Sheron Myers is always on the road. As the senior financial education specialist (K-12) for Virginia Credit Union, Myers travels to elementary, middle and high schools in the Richmond, Virginia, area and surrounding counties to help students get up to speed on the subject of personal finance. To her, there’s never an age too young to learn the value of money — and she says students understand far more, in terms of financial details, than adults give them credit for knowing.
“They even know in the 1st grade what a debit card is, how it’s used, and what a PIN card is,” said Myers, who has also worked as a kindergarten teacher. “They even know the proper term.”
Financial literacy was once the terrain of home economics classes, taught in schools along with other life skills from cooking to woodworking. While shop classes may be seeing a resurgence in some districts, not all require that students graduate with the ability to balance a checkbook or finance a car. Today, parents are often expected to fill in the blanks — but when families don’t explain how to pay bills or how to keep a budget, some students are left without the tools to handle money successfully as adults.
“In the 1950s, students had home economics classes,” Vince Shorb, CEO of the National Financial Educators Council (NEFC), told Education Dive. “So, we know 100% of students need to manage their money, and it’s shocking these skills are not still taught.”
Today, financial basics are delivered during single lectures, often as standalone classes, folded into a math or social studies curriculum. Just 17 states require high school students to take a course in personal finance, according to the 2018 Survey of the States by the Council for Economic Education. And some states — including California, Alaska, Montana and Wyoming, as well as the District of Columbia — don’t even include personal finance curriculum as part of their standards.
Myers being welcomed into schools is helped, in part, by the personal finance requirement for every public high school student in the state of Virginia, she said.
Organizations such as the Virginia Credit Union are also choosing to underwrite financial literacy programs as part of community partnerships, which means the programs are free for schools. In some cases, these programs are also offered at a national level, and while they certainly bring more visibility to the financial institutions involved, they’re also delivering some much-needed financial know-how to students in a way that teachers can more easily add them to existing courses.
I think the younger you can introduce this concept, the better they will be ... If our goal is to get them to be financially successful, [and] if they don’t have tools, how can they be?
Senior financial education specialist (K-12), Virginia Credit Union
At Brain Arts Productions, which creates financial literacy classes for schools, programs are designed to work across any curriculum from math to social studies — but mainly taught as individual classes, Victoria Golden, the company's program director, told Education Dive.
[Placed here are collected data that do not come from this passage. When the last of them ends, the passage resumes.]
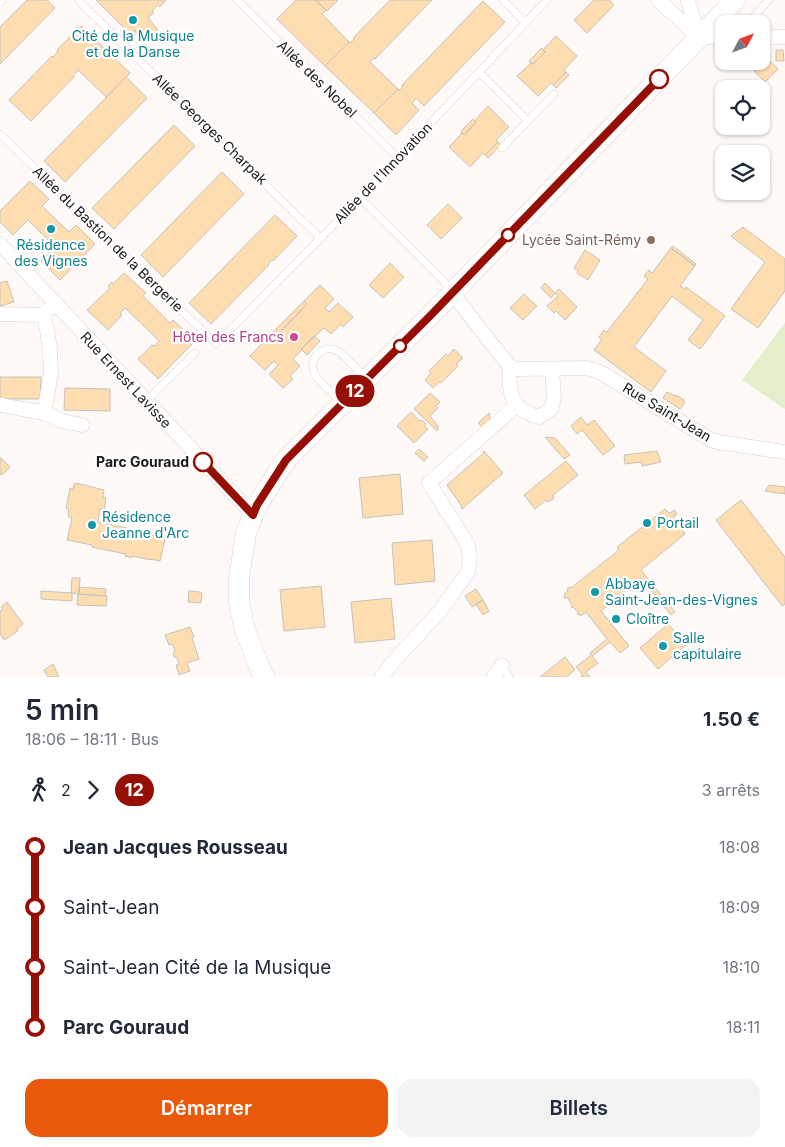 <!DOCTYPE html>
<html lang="fr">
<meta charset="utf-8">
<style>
body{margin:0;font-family:Inter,sans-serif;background:#f2f2f3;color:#1f2937;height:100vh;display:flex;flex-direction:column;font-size:19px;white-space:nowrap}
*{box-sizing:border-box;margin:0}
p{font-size:16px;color:#747a83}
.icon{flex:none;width:28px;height:28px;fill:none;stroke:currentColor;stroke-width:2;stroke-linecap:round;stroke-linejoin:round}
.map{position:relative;height:677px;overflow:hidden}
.sheet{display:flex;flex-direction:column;background:#fff;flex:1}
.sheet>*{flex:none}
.badge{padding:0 10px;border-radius:16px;font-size:18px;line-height:32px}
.needle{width:32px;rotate:49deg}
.controls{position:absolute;left:715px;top:15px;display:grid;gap:10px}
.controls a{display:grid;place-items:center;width:55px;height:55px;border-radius:10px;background:#fff;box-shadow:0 1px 4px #0004;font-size:25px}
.map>.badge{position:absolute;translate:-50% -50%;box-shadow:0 0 0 2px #fff}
.legs{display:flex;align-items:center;gap:8px;height:55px;padding:0 25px;font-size:16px}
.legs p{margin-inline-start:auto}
.headline{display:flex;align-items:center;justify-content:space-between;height:85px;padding:0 25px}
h1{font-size:28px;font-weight:600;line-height:38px}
.primary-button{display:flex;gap:10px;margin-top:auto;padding:10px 25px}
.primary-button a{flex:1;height:58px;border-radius:15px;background:#ea580c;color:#fff;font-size:20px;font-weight:600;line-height:58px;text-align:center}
.primary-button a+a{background:#f2f2f3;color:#1f2937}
ul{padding:0 25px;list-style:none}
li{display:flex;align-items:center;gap:18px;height:60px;font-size:19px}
li i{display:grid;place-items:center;width:8px;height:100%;margin:0 6px;background:currentColor}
li i::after{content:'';width:12px;height:12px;margin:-6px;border:4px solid;border-radius:50%;background:#fff}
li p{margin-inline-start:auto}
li:first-child i{background:linear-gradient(#0000 50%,currentColor 0)}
li:last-child i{background:linear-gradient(currentColor 50%,#0000 0)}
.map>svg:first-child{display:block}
.green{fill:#e3eeca}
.building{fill:#fedeb1;stroke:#c5c1bb}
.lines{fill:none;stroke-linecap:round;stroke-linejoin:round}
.lane-casing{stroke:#d7d1cd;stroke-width:8}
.street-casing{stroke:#d7d1cd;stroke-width:15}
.secondary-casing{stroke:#d7d1cd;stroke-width:21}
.lane{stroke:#fff;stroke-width:7}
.street{stroke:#fff;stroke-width:14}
.secondary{stroke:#fff;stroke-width:20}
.line-1-casing{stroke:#fff;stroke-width:11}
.line-1{stroke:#960f04;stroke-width:8}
.culture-dot{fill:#0f9aa8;stroke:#fff;stroke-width:2}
.stop-1-dot{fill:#fff;stroke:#960f04;stroke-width:2.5}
.education-dot{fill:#8d6e63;stroke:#fff;stroke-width:2}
.hotel-dot{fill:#d1479c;stroke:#fff;stroke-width:2}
.labels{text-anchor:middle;stroke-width:4.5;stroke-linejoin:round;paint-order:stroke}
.culture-label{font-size:14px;fill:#0d838f;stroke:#fff;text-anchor:start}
.street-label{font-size:14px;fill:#1b1918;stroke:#fff}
.education-label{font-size:14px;fill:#785e54;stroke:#fff;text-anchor:end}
.hotel-label{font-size:14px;fill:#b23c85;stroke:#fff;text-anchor:end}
.stop-label{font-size:14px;font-weight:bold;fill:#1b1918;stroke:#fff;text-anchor:end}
</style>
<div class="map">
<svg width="785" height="677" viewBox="0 0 785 677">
<rect width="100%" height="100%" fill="#fef9f6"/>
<path class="green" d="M 785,323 L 785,409 L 742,380 Z"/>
<path class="building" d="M 27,0 L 47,0 L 55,8 L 0,64 L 0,27 Z
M 96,0 L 166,0 L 160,7 L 158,5 L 152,11 L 154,13 L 148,17 L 159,32 L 158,38 L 136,33 L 135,30 L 131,35 Z
M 296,0 L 315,0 L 326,10 L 322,14 L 349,42 L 325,66 L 277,19 Z
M 315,0 L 338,0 L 327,11 Z
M 390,0 L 432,0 L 375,59 L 374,58 L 370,62 L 398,89 L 374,113 L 325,66 L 349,42 L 350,43 L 354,39 L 353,38 Z
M 594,0 L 609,0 L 614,5 L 587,33 L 574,20 Z
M 483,1 L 505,22 L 424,106 L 416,98 L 412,103 L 419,110 L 396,135 L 374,113 L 398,89 L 399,90 L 403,86 L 402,85 Z
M 81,26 L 130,73 L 106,97 L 78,70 L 73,76 L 74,77 L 31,121 L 9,100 L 52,56 L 53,57 L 58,51 L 57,50 Z
M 556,36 L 577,56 L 564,70 L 566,72 L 553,85 L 551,83 L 538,96 L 517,76 L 531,63 L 533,64 L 545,52 L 543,50 Z
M 542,48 L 545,52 L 533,64 L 529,61 Z
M 776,50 L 783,50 L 784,61 L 776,61 Z
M 767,58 L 778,69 L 765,82 L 754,71 Z
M 566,72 L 569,75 L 556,88 L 553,85 Z
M 126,77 L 147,98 L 65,182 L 44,161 Z
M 488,106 L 509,127 L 496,140 L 498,142 L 485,155 L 483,153 L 470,167 L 449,147 L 462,133 L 464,135 L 476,122 L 475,120 Z
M 473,119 L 476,122 L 464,135 L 461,131 Z
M 174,125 L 195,146 L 114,229 L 92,208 Z
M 498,142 L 501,145 L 488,158 L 485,155 Z
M 222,172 L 244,194 L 163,277 L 141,255 Z
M 30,181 L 49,199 L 42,206 L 69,232 L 76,225 L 95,244 L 60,280 L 41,261 L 55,247 L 28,220 L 13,235 L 0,222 L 0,211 Z
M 448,204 L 462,218 L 441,239 L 427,225 Z
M 275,215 L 297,236 L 273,261 L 272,260 L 268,264 L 269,265 L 211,324 L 189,303 Z
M 743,227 L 785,259 L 785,291 L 758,328 L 731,309 L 765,262 L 731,236 Z
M 673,246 L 696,264 L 695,266 L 671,248 Z
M 671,248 L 695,266 L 680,286 L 685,289 L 686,287 L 725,316 L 700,349 L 688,340 L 703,320 L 672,296 L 634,347 L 666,371 L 651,392 L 594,350 L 602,339 L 599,337 L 604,330 L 607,332 L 648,279 L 644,276 L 649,270 L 652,273 Z
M 585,250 L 600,260 L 588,280 L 577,273 L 578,271 L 574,268 Z
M 390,263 L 404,277 L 383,298 L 369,285 Z
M 124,273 L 146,293 L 143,296 L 170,323 L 173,320 L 195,341 L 158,379 L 138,359 L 152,345 L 154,346 L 159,341 L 125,308 L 120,313 L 122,315 L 108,330 L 87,310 L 110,288 L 108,286 L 112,282 L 113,284 Z
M 7,281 L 14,302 L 0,306 L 0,283 Z
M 545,283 L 555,293 L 551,298 L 541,288 Z
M 320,285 L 334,299 L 325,308 L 329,312 L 338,303 L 353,317 L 343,327 L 341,324 L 331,334 L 324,328 L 301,349 L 302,350 L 293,359 L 300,366 L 290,376 L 293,379 L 283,388 L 269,374 L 278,365 L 274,361 L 265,370 L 250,356 L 269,336 L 272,339 L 281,330 L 282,330 L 307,304 L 304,301 Z
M 559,289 L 577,307 L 565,320 L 556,311 L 554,313 L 547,306 L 558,296 L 555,293 Z
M 524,294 L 537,306 L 523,320 L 510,308 Z
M 304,301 L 307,304 L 282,330 L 281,330 L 272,339 L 269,336 Z
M 314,336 L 320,341 L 307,355 L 301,349 Z
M 454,349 L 463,358 L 456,364 L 458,366 L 441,383 L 439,382 L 433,388 L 425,380 L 431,373 L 429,371 L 446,354 L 448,356 Z
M 0,377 L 41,377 L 40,399 L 0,399 Z
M 65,388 L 110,389 L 110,411 L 64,410 Z
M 667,392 L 675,396 L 676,395 L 684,400 L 683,401 L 685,402 L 680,409 L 663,398 Z
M 430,393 L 440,402 L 436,406 L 438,408 L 430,416 L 438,426 L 437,428 L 438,429 L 437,431 L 414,409 Z
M 411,412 L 420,421 L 422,420 L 426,424 L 424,426 L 428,429 L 414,443 L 397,426 Z
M 489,413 L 491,422 L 484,429 L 478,423 Z
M 581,417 L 587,425 L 594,420 L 615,446 L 603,455 L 582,430 L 577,434 L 571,426 Z
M 545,437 L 555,438 L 570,455 L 564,459 Z
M 419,449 L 428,457 L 424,461 L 415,453 Z
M 484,451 L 503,473 L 462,509 L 461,506 L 461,505 L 447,485 L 484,453 L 483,452 Z
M 657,451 L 661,462 L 642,466 L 641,462 L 625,464 L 624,455 Z
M 0,457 L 10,467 L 2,475 L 0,474 Z
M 566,461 L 578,475 L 553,495 L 554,497 L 552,500 L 547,502 L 546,500 L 535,509 L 524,495 Z
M 400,474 L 403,514 L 363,518 L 359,478 Z
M 76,483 L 104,490 L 103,497 L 106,498 L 104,510 L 100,509 L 98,522 L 131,529 L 131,532 L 136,533 L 136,531 L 165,539 L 160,561 L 150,559 L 150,560 L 132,556 L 132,558 L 125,556 L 126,554 L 92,547 L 92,545 L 67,540 L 72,518 L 69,517 L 68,514 L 69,509 L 66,508 L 70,488 L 73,489 L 74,484 Z
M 769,485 L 785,487 L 785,494 L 765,491 Z
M 741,500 L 785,557 L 785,604 L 782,606 L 716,520 Z
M 665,509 L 668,512 L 670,513 L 674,510 L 677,514 L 674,516 L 674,519 L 677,524 L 680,524 L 683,521 L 686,525 L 683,528 L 683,531 L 685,534 L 641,570 L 675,612 L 671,615 L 641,578 L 601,611 L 629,646 L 620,653 L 610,642 L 592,656 L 598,663 L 586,672 L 590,677 L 580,677 L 583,675 L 576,667 L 591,655 L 590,653 L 607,639 L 586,612 L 580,616 L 579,614 L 578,615 L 577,613 L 578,612 L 573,607 L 572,608 L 571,606 L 572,605 L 567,597 L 565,599 L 564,597 L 565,595 L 564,594 L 568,591 L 567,589 L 570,587 L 571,588 L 619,550 L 617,547 Z
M 432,540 L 435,581 L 395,585 L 392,543 Z
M 72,578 L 80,578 L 79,594 L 71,593 Z
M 321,586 L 325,627 L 284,631 L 280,590 Z
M 79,587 L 106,589 L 105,596 L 79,594 Z
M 476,589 L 483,600 L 472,607 L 465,596 Z
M 41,591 L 72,593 L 72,601 L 41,599 Z
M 189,591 L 200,592 L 202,594 L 201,603 L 188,602 Z
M 78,594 L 107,596 L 106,606 L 77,605 Z
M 391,598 L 395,639 L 355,643 L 351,602 Z
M 483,600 L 489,611 L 483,615 L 476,604 Z
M 7,602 L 23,624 L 17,629 L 18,631 L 4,640 L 0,634 L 0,611 L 3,610 L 1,607 Z
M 668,624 L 687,644 L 658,669 L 640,648 Z
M 190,627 L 194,637 L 192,638 L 199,659 L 187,663 L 190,671 L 179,675 L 176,665 L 179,664 L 177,658 L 174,657 L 173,653 L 175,650 L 172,644 L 169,645 L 165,635 Z
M 565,657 L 575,670 L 566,677 L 540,677 Z
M 53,664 L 59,677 L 48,677 L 44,670 Z"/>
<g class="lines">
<defs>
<path id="lane" d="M 78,0 L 320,238
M 237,0 L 398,158
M 503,0 L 525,22
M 0,2 L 2,0
M 747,24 L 769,0
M 479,72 L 528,121 L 554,94
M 0,134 L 216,344 L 360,198 L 547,0
M 502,148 L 528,121
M 360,198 L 441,278 L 451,291
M 146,401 L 195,353
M 343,402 C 335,395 321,384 315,375 C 306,360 324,341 339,352 C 349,359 357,370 366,379
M 502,665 L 509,677"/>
<path id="street" d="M 658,0 L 699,37
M 688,0 L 698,35
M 699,37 L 724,37
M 761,37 L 785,37
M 0,244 L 253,515
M 452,293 L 510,367 L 517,369 L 586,368 L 600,372 L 711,440 L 718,442 L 785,452
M 0,314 L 38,315 L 44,314 L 49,309
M 44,314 L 50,348 L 51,374 L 44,413
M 510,367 C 508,392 510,410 539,417 L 551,409 L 554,398 L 552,369
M 0,405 L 44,413 L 62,421 L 82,425
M 382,677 L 394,661 L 440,611 L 468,572 L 470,557 L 467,543 L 429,483 L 517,405
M 494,677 L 502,665"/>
<path id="secondary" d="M 265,677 L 261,671 L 245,630 L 239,603 L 239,578 L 246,533 L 257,505 L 286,460 L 430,316 L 735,0"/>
</defs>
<use href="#lane" class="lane-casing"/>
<use href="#street" class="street-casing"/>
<use href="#secondary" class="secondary-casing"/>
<use href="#lane" class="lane"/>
<use href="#street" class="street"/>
<use href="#secondary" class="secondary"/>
</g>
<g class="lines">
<defs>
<path id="line-1" d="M 203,462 L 253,515 L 257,505 L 286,460 L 430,316 L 659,79"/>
</defs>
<use href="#line-1" class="line-1-casing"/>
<use href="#line-1" class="line-1"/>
</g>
<g class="culture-dot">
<circle cx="133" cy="20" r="5"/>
<circle cx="51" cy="229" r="5"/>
<circle cx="647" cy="523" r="5"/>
<circle cx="92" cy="525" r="5"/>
<circle cx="595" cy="592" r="5"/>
<circle cx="616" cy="619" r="5"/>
<circle cx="663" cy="646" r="5"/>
</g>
<g class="stop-1-dot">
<circle cx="659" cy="79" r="9"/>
<circle cx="508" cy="235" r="6"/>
<circle cx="400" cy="346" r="6"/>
<circle cx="203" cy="462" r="9"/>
</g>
<circle class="education-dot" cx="651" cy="240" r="5"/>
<circle class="hotel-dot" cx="294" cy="337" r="5"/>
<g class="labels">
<g class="culture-label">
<text x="133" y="41" text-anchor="middle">Cité de la Musique<tspan x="133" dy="16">et de la Danse</tspan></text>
<text x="51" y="250" text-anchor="middle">Résidence<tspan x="51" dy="16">des Vignes</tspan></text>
<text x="102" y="522">Résidence<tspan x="102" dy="16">Jeanne d'Arc</tspan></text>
<text x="657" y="528">Portail</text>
<text x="605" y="589">Abbaye<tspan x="605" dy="16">Saint-Jean-des-Vignes</tspan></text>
<text x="626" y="624">Cloître</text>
<text x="673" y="643">Salle<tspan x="673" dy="16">capitulaire</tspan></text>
</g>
<g class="street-label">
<text transform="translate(317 79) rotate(44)" y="5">Allée des Nobel</text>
<text transform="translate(210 129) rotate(44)" y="5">Allée Georges Charpak</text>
<text transform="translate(383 173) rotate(-46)" y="5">Allée de l'Innovation</text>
<text transform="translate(108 239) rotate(44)" y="5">Allée du Bastion de la Bergerie</text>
<text transform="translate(126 380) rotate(47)" y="5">Rue Ernest Lavisse</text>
<text transform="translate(667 412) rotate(31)" y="5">Rue Saint-Jean</text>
</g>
<g class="education-label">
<text x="641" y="245">Lycée Saint-Rémy</text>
</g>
<g class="hotel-label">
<text x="284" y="342">Hôtel des Francs</text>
</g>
<g class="stop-label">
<text x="189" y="467">Parc Gouraud</text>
</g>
</g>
</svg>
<div class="controls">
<a><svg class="needle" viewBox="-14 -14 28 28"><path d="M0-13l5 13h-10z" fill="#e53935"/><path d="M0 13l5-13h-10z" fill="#747a83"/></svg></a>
<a><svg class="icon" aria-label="locate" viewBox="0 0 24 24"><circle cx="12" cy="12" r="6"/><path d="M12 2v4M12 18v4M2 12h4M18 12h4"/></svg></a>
<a><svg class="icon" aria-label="layers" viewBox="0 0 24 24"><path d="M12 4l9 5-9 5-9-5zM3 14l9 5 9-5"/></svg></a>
</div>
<b class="badge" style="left:355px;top:391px;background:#960f04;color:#fff">12</b>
</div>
<section class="sheet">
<div class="headline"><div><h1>5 min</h1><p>18:06 – 18:11 · Bus</p></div><b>1.50 €</b></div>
<div class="legs"><svg class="icon" aria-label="walk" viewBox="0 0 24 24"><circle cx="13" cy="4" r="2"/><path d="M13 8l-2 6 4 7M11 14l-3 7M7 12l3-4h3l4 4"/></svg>2<svg class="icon" aria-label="forward" viewBox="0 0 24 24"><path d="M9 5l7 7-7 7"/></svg><b class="badge" style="background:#960f04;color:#fff">12</b><p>3 arrêts</p></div>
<ul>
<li><i style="color:#960f04"></i><b>Jean Jacques Rousseau</b><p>18:08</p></li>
<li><i style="color:#960f04"></i><span>Saint-Jean</span><p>18:09</p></li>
<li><i style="color:#960f04"></i><span>Saint-Jean Cité de la Musique</span><p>18:10</p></li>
<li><i style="color:#960f04"></i><b>Parc Gouraud</b><p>18:11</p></li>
</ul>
<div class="primary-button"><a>Démarrer</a><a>Billets</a></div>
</section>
The group also hopes these tools make their way back to parents and caregivers when materials are brought back home from school.
“Parents love having that insight into the classes, and we've heard from many people that they had conversations with their spouse or other family members that they wouldn't have had before,” Golden said. “Having school be a starting point for financial literacy means that everyone can be educated — not just children with families who have a deep understanding of money matters, but entire families.”
An application for every grade
For students whose families may not have the tools on how to manage their finances, the lessons learned can be crucial. Myers notes the classes Virginia Credit Union offers run the spectrum from understanding what a salary is as compared to an hourly wage, to knowing how to buy a home.
She says starting financial literacy classes with students as young as possible is important, especially if parents aren’t supplementing these tools, as well. For example, if elementary-aged students never learn why building a savings account is important, then when they start to get an allowance in their middle school years, they may never learn the concept of putting aside money.
“I think the younger you can introduce this concept, the better they will be,” she said. “If our goal is to get them to be financially successful, [and] if they don’t have tools, how can they be?”
In Virginia, teachers are also offered training classes in the summer and a couple of times throughout the year, taught in partnership by Virginia Credit Union and other financial institutions in the area, so they have the tools needed to give students the learning they require.
Ultimately, Myers understands that a class on budgeting may not be the subject that gets students the most animated when they walk through the door — but she also knows it’s certainly the one tool she knows they’ll be able to use when they leave school.
“When you’re in high school, I don’t know if [financial literacy] are their favorite classes, but I think they find it’s the most useful,” she said. “Maybe not while they're in it, but I think they graduate with an advantage.”